_WORK TO COMPLETE_:
The output should be all entries, each matching the original exactly.

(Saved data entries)
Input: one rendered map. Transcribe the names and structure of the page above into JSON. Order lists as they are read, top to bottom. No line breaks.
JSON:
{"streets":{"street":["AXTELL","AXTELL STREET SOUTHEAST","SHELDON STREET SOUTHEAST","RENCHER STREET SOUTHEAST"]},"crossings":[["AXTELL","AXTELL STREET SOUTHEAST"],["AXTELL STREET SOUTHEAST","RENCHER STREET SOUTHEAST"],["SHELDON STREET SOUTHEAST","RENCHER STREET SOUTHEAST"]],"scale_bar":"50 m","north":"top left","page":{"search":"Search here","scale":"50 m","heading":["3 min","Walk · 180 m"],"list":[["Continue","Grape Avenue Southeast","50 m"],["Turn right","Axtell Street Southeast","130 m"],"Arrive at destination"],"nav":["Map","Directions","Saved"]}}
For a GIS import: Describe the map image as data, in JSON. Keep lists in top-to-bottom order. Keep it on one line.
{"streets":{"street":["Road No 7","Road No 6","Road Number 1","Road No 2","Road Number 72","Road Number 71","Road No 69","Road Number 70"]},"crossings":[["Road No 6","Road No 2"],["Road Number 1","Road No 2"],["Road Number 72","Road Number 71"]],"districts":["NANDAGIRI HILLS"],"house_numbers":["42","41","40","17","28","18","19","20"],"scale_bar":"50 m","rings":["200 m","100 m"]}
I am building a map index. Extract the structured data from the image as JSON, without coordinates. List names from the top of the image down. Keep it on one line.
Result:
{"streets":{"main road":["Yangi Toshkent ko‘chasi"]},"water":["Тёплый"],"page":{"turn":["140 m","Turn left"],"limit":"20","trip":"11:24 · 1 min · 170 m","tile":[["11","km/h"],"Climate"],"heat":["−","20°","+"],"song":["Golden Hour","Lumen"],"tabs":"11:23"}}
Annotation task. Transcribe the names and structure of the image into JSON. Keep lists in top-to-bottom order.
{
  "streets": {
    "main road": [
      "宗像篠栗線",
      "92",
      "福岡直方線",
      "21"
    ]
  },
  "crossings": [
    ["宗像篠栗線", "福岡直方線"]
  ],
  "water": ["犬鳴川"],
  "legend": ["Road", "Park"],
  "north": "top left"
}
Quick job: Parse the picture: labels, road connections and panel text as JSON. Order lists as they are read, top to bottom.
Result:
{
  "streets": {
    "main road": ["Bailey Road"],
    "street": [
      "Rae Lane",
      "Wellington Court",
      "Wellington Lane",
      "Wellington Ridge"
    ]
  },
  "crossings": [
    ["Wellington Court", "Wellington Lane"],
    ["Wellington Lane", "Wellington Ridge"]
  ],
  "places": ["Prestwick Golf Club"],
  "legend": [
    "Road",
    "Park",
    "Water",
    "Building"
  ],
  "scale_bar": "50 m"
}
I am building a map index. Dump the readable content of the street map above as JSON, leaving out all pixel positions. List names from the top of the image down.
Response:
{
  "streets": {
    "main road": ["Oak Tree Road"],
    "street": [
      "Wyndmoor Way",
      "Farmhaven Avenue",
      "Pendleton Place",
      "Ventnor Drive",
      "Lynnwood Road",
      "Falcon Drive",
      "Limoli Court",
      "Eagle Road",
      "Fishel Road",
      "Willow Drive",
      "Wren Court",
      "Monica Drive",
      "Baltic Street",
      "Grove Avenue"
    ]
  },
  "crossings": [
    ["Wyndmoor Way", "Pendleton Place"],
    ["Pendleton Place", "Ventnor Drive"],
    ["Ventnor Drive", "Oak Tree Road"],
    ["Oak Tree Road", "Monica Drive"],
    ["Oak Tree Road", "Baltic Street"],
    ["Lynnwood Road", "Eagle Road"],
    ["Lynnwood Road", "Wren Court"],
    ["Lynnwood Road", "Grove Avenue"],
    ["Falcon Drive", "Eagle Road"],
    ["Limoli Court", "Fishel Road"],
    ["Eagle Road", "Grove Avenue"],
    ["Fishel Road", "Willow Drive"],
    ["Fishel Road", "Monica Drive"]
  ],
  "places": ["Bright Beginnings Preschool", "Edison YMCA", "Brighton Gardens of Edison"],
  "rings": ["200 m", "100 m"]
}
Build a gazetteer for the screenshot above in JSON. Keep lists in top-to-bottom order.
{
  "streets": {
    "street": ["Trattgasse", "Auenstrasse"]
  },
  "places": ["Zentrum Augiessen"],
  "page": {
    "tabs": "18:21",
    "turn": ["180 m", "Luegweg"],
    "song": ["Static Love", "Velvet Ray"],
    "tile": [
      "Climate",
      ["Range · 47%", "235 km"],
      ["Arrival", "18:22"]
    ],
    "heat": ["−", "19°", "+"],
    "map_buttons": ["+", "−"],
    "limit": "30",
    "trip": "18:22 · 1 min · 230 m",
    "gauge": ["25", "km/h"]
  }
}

_RESULT FOR THIS EXERCISE_:
Input: one rendered map. Transcribe the names and structure of the page above into JSON. Order lists as they are read, top to bottom. No line breaks.
JSON:
{"streets":{"street":["AXTELL","AXTELL STREET SOUTHEAST","SHELDON STREET SOUTHEAST","RENCHER STREET SOUTHEAST"]},"crossings":[["AXTELL","AXTELL STREET SOUTHEAST"],["AXTELL STREET SOUTHEAST","RENCHER STREET SOUTHEAST"],["SHELDON STREET SOUTHEAST","RENCHER STREET SOUTHEAST"]],"scale_bar":"50 m","north":"top left","page":{"search":"Search here","scale":"50 m","heading":["3 min","Walk · 180 m"],"list":[["Continue","Grape Avenue Southeast","50 m"],["Turn right","Axtell Street Southeast","130 m"],"Arrive at destination"],"nav":["Map","Directions","Saved"]}}
For a GIS import: Describe the map image as data, in JSON. Keep lists in top-to-bottom order. Keep it on one line.
{"streets":{"street":["Road No 7","Road No 6","Road Number 1","Road No 2","Road Number 72","Road Number 71","Road No 69","Road Number 70"]},"crossings":[["Road No 6","Road No 2"],["Road Number 1","Road No 2"],["Road Number 72","Road Number 71"]],"districts":["NANDAGIRI HILLS"],"house_numbers":["42","41","40","17","28","18","19","20"],"scale_bar":"50 m","rings":["200 m","100 m"]}
I am building a map index. Extract the structured data from the image as JSON, without coordinates. List names from the top of the image down. Keep it on one line.
Result:
{"streets":{"main road":["Yangi Toshkent ko‘chasi"]},"water":["Тёплый"],"page":{"turn":["140 m","Turn left"],"limit":"20","trip":"11:24 · 1 min · 170 m","tile":[["11","km/h"],"Climate"],"heat":["−","20°","+"],"song":["Golden Hour","Lumen"],"tabs":"11:23"}}
Annotation task. Transcribe the names and structure of the image into JSON. Keep lists in top-to-bottom order.
{
  "streets": {
    "main road": [
      "宗像篠栗線",
      "92",
      "福岡直方線",
      "21"
    ]
  },
  "crossings": [
    ["宗像篠栗線", "福岡直方線"]
  ],
  "water": ["犬鳴川"],
  "legend": ["Road", "Park"],
  "north": "top left"
}
Quick job: Parse the picture: labels, road connections and panel text as JSON. Order lists as they are read, top to bottom.
Result:
{
  "streets": {
    "main road": ["Bailey Road"],
    "street": [
      "Rae Lane",
      "Wellington Court",
      "Wellington Lane",
      "Wellington Ridge"
    ]
  },
  "crossings": [
    ["Wellington Court", "Wellington Lane"],
    ["Wellington Lane", "Wellington Ridge"]
  ],
  "places": ["Prestwick Golf Club"],
  "legend": [
    "Road",
    "Park",
    "Water",
    "Building"
  ],
  "scale_bar": "50 m"
}
I am building a map index. Dump the readable content of the street map above as JSON, leaving out all pixel positions. List names from the top of the image down.
Response:
{
  "streets": {
    "main road": ["Oak Tree Road"],
    "street": [
      "Wyndmoor Way",
      "Farmhaven Avenue",
      "Pendleton Place",
      "Ventnor Drive",
      "Lynnwood Road",
      "Falcon Drive",
      "Limoli Court",
      "Eagle Road",
      "Fishel Road",
      "Willow Drive",
      "Wren Court",
      "Monica Drive",
      "Baltic Street",
      "Grove Avenue"
    ]
  },
  "crossings": [
    ["Wyndmoor Way", "Pendleton Place"],
    ["Pendleton Place", "Ventnor Drive"],
    ["Ventnor Drive", "Oak Tree Road"],
    ["Oak Tree Road", "Monica Drive"],
    ["Oak Tree Road", "Baltic Street"],
    ["Lynnwood Road", "Eagle Road"],
    ["Lynnwood Road", "Wren Court"],
    ["Lynnwood Road", "Grove Avenue"],
    ["Falcon Drive", "Eagle Road"],
    ["Limoli Court", "Fishel Road"],
    ["Eagle Road", "Grove Avenue"],
    ["Fishel Road", "Willow Drive"],
    ["Fishel Road", "Monica Drive"]
  ],
  "places": ["Bright Beginnings Preschool", "Edison YMCA", "Brighton Gardens of Edison"],
  "rings": ["200 m", "100 m"]
}
Build a gazetteer for the screenshot above in JSON. Keep lists in top-to-bottom order.
{
  "streets": {
    "street": ["Trattgasse", "Auenstrasse"]
  },
  "places": ["Zentrum Augiessen"],
  "page": {
    "tabs": "18:21",
    "turn": ["180 m", "Luegweg"],
    "song": ["Static Love", "Velvet Ray"],
    "tile": [
      "Climate",
      ["Range · 47%", "235 km"],
      ["Arrival", "18:22"]
    ],
    "heat": ["−", "19°", "+"],
    "map_buttons": ["+", "−"],
    "limit": "30",
    "trip": "18:22 · 1 min · 230 m",
    "gauge": ["25", "km/h"]
  }
}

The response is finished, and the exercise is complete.